Ordering Off the Menu

I’m sure you’ve heard the one about the guy who walks into a restaurant and asks for a glass of iced tea. When the waiter tells him they don’t serve iced tea because it isn’t on the menu, the patron asks for a pot of hot tea and a glass filled with ice cubes. When the waiter returns, the patron pours the hot tea into the glass. He then turns to the waiter and says, “There. Now you serve iced tea.”

Some people’s lives begin and end with the menu life lays before them. But any smart restaurateur knows to give people what they want, menu item or not.

This is a smart-headed, customer-driven response to a competitive market – and one that doesn’t come naturally to an enterprise like the U.S. Postal Service.

More Services Needed

The postal service, unfortunately, only recently learned its market is changing. Customers aren’t satisfied with the fixed menu of services that exists in the domestic mail classification schedule, and the USPS’ monopoly is fast being eroded by electronic communication technologies.

To survive in today’s environment, the postal service has to change its ways. Rather than telling customers, “Here’s what we have, take it or leave it,” the attitude has got to become, “What do you need, and can I build it for you?”

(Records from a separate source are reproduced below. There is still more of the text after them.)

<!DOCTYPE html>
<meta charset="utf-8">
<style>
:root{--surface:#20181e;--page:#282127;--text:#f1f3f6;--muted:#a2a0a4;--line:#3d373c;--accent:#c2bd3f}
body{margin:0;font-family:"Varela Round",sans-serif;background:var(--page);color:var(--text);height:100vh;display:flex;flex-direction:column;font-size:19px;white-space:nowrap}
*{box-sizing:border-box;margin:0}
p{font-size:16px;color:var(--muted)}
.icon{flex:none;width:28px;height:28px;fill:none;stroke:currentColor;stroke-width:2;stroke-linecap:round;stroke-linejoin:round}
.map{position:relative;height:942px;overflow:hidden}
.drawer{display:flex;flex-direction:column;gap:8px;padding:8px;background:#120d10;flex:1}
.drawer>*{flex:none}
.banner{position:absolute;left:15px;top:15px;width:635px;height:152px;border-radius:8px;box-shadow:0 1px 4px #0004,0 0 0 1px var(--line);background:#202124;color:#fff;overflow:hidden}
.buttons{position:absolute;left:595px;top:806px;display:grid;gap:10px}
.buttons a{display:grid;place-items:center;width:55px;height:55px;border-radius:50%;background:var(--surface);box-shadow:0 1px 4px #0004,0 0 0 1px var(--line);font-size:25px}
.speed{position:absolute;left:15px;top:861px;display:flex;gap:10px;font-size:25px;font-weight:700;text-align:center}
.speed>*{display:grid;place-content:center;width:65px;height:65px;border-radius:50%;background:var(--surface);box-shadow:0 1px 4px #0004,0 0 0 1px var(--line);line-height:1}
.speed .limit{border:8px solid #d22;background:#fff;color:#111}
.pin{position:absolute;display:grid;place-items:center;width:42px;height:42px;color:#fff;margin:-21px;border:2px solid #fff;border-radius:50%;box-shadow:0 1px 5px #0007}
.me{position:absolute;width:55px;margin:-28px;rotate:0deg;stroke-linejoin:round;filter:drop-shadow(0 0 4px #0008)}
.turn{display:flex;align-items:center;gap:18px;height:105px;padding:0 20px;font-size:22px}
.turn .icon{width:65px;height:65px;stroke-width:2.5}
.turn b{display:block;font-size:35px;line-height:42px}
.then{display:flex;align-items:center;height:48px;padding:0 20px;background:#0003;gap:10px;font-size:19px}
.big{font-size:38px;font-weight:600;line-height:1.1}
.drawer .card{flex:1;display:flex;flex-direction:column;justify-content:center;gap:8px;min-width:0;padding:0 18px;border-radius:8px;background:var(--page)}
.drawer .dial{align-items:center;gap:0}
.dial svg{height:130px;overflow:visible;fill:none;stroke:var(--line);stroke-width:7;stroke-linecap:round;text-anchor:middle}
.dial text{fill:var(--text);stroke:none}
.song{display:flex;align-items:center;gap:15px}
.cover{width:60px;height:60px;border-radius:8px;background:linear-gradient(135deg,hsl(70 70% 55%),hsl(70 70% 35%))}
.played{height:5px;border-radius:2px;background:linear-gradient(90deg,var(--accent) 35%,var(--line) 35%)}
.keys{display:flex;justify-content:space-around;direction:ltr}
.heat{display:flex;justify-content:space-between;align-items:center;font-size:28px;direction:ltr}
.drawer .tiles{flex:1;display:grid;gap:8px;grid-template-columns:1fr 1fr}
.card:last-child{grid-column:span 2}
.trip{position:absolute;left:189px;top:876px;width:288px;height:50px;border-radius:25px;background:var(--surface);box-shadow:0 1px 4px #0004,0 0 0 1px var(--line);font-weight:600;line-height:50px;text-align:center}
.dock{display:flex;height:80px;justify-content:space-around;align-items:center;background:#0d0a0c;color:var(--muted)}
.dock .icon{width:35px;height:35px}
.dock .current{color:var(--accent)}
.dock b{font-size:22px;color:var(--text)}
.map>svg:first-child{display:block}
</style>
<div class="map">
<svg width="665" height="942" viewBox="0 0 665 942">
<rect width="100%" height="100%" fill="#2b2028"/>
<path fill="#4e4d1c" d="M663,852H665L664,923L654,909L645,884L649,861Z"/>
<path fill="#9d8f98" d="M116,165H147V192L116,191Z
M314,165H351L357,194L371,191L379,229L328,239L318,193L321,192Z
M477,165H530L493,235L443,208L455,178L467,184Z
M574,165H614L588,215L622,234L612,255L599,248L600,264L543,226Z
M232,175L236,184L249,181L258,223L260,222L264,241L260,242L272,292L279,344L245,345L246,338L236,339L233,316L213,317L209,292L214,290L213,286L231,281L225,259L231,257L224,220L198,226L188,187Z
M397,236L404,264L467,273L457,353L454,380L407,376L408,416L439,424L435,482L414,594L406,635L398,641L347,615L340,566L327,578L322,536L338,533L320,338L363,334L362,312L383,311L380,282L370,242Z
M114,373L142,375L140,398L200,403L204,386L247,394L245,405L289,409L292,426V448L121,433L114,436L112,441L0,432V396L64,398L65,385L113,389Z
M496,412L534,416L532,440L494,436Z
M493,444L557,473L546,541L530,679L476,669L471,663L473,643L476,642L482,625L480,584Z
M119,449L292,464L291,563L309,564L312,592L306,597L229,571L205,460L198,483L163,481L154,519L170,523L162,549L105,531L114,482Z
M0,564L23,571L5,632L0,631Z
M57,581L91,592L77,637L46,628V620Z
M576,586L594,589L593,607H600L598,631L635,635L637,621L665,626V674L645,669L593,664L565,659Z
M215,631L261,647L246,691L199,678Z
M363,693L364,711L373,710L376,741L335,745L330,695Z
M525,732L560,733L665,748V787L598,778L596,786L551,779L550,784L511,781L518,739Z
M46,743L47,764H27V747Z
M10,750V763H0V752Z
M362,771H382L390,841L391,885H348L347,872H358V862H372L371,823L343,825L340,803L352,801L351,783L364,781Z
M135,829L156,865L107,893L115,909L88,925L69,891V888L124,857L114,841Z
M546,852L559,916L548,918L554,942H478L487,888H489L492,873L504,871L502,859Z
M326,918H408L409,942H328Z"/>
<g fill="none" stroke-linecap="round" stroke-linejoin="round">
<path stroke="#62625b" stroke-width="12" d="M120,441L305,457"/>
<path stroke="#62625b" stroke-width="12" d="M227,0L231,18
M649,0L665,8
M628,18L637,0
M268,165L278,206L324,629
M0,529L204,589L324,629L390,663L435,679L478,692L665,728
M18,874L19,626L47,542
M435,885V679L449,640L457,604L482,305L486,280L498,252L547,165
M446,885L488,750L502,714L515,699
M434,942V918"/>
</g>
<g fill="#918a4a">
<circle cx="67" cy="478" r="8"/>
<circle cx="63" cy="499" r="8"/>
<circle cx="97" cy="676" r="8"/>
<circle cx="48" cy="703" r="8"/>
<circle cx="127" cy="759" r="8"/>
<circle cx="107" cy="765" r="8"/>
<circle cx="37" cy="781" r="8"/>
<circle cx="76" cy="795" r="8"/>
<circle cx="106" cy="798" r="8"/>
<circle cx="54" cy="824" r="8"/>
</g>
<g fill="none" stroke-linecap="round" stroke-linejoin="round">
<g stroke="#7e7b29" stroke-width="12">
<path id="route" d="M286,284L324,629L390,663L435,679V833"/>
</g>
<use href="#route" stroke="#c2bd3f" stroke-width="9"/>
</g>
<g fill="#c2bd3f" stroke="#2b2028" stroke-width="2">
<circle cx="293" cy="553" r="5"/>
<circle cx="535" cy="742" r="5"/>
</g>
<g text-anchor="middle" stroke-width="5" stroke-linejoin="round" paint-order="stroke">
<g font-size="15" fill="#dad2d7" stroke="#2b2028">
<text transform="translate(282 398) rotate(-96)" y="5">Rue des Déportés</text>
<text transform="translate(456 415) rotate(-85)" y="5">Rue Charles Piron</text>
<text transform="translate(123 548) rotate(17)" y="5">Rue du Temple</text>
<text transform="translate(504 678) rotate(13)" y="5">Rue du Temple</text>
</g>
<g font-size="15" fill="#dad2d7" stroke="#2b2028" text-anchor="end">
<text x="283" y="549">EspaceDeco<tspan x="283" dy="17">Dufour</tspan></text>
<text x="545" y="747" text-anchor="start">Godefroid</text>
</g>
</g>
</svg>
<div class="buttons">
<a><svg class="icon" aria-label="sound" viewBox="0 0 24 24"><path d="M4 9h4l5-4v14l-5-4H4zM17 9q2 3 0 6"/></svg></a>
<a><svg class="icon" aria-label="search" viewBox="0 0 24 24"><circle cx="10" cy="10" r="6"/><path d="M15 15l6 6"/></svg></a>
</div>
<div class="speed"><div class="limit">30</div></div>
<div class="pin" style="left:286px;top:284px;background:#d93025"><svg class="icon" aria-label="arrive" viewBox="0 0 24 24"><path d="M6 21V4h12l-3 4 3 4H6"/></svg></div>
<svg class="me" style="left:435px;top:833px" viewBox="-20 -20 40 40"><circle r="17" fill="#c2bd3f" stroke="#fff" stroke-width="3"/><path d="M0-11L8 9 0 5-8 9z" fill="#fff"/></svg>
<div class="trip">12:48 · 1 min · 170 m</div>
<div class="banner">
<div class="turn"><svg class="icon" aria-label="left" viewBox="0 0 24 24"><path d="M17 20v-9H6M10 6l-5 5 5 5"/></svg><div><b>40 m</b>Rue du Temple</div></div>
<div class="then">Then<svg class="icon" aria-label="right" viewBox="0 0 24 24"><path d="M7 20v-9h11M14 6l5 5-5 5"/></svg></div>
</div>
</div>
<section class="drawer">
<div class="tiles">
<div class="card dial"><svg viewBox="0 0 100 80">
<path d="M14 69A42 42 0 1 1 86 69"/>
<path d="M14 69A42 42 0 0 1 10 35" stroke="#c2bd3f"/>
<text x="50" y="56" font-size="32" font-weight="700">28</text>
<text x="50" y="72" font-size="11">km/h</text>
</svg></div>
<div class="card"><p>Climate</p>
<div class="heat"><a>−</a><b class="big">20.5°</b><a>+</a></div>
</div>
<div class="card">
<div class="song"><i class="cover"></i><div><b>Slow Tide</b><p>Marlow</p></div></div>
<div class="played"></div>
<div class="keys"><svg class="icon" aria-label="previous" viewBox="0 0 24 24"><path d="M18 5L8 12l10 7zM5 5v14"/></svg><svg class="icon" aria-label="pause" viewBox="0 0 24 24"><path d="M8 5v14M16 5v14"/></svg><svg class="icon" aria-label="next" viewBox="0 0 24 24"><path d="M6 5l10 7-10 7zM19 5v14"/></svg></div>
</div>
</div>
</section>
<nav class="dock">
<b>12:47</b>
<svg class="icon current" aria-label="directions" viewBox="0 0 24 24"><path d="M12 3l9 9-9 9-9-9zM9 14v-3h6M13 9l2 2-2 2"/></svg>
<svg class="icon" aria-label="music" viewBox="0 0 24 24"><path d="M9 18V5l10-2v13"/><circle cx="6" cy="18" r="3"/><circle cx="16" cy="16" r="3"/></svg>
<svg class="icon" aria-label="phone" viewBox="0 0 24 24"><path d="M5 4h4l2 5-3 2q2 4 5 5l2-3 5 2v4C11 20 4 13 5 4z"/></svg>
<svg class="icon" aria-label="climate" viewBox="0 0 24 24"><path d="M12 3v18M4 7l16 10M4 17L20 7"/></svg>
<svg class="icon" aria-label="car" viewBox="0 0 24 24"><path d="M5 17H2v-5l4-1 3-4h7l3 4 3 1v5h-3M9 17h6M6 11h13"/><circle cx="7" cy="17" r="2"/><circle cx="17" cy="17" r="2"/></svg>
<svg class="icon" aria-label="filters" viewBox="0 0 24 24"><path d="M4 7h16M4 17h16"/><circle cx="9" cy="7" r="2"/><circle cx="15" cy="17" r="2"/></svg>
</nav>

“Did my mail get there?” should never be a question postal customers have to ask. Indeed, with all the whiz-bang electronic communications tools available today, there’s no reason why the USPS can’t offer an electronically-based message-delivery confirmation service.

This is not an invitation for the postal service to go off and waste rate payers’ dollars entering e-businesses already well served by the private sector. Rather, it’s simply to encourage it to invest that money judiciously in an electronic information infrastructure designed to enhance the value of its core hard-copy messaging business.